In frequentist hypothesis testing it is meaningless to talk about "the chance that the population mean is a given number" because the population mean is a fixed but unknown value. In particular, frequentist testing does not assume that the population mean is a random variable and hence it is meaningless to talk about $P(\mu=0)$.
The alternative hypothesis matters in the selection of the critical region which is the set of realizations of the test statistic that would imply a rejection of the null in favor of the alternative. For example, if you specify the alternative as $\mu >0$ then you would use a one-tailed test instead of a two-tailed test.
You may reject the null hypothesis but you never accept it, you only fail to reject it. That is, you may conclude that the evidence (observations) is not sufficiently strong to reject the null hypothesis, but you do not embrace the null hypothesis and accept it.
For example, in a clinical trial to test whether a certain medicine is efficacious, the null hypothesis is that the medicine is not effective. If the evidence is strong that the medicine is effective, you reject the null. If the evidence is weak, you say that there is not sufficient evidence to reject the null hypothesis. You do not declare thst the medicine is ineffective (accept the null), just that there is not enough evidence to say that it is effective (do not reject the null). In the case of a point null such as $\mu = 0$, you can say with some confidence that $\mu \neq 0$ if the evidence points that way, but in the presence of weak evidence, a savvy statistician would say that there is not sufficient evidence to conclude that $\mu \neq 0$ rather than proclaim to all the world that $\mu = 0$ as proven by the test just concluded. After all, the actual value of $\mu$ might be ever so slightly different from $\mu\ldots$
When Fisher first devised what is now called hypothesis testing, he didn't have an alternative hypothesis in mind. He simply wanted to create a statistic that measured the degree of agreement between the estimate and a proposed value. He found the probability of getting a value for an estimator further away from the proposed value than the estimate from the data. The p-value is just a one-to-one transformation of the test statistic. No alternative hypothesis here.
It was Neyman and Pearson that created the null and alternative hypothesis formulation and embedded it within decision theory---which of these statements should I accept? (I'm using "accept" a bit loosely here.) They wanted to find a procedure that was correct as often as possible (thus linking the concept to the frequentist notion of repeated sampling).

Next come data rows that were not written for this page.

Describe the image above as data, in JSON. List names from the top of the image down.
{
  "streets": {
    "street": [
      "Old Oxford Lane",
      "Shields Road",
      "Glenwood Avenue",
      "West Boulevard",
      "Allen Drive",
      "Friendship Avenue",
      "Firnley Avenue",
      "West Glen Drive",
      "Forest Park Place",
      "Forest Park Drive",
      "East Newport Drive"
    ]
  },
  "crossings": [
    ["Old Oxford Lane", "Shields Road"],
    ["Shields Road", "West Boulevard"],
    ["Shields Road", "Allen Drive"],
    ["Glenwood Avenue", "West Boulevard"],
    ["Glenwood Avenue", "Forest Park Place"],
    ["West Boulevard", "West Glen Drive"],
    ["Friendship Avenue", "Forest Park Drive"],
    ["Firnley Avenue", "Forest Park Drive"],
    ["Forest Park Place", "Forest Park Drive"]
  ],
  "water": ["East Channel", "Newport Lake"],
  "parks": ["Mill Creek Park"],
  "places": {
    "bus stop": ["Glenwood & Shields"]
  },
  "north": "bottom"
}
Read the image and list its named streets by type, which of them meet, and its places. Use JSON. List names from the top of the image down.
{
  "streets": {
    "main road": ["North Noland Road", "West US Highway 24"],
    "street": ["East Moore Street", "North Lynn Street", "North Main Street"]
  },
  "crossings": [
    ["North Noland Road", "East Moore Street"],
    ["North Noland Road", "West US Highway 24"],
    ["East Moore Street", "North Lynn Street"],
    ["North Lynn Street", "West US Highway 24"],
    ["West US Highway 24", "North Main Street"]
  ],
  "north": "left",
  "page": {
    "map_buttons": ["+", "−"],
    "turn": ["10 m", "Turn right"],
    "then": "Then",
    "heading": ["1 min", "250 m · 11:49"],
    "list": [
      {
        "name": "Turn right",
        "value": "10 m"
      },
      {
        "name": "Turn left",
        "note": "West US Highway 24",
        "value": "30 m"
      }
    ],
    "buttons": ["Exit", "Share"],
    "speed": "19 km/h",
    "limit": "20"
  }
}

They chose to minimize the chance of failing to reject a false null (minimize the Type II error or maximize power) for a given chance of rejecting a true null (for a given probability of a Type I error). This framework required the statement of a null hypothesis to determine the chance of rejecting a true null (which is the p-value, same as Fisher calculated) and the statement of the alternative hypothesis to find the procedure that is most powerful in detecting the alternative when it is true. Typically, we can't find a test that is the most powerful against all possible alternatives for a given null; restated, the alternative matters in the choice of the test.
So you do use the alternative when you do hypothesis testing: it is baked in to the test that you choose to use in the first place.
While it is common to always write the null hypothesis using only an equals sign ($\mu=\mu_0$) in truth the null hypothesis contains all the values not included in the alternative hypothesis, so in fact if we have $H_a: \mu > \mu_0$ then the null that we are testing is really $H_0: \mu \le \mu_0$. Even the 2-tailed test null hypothesis is really that the true value of the mean is in a small interval around the claimed null value, that interval is determined by the level of rounding in the measurement and recording of the data and the precision of the computer.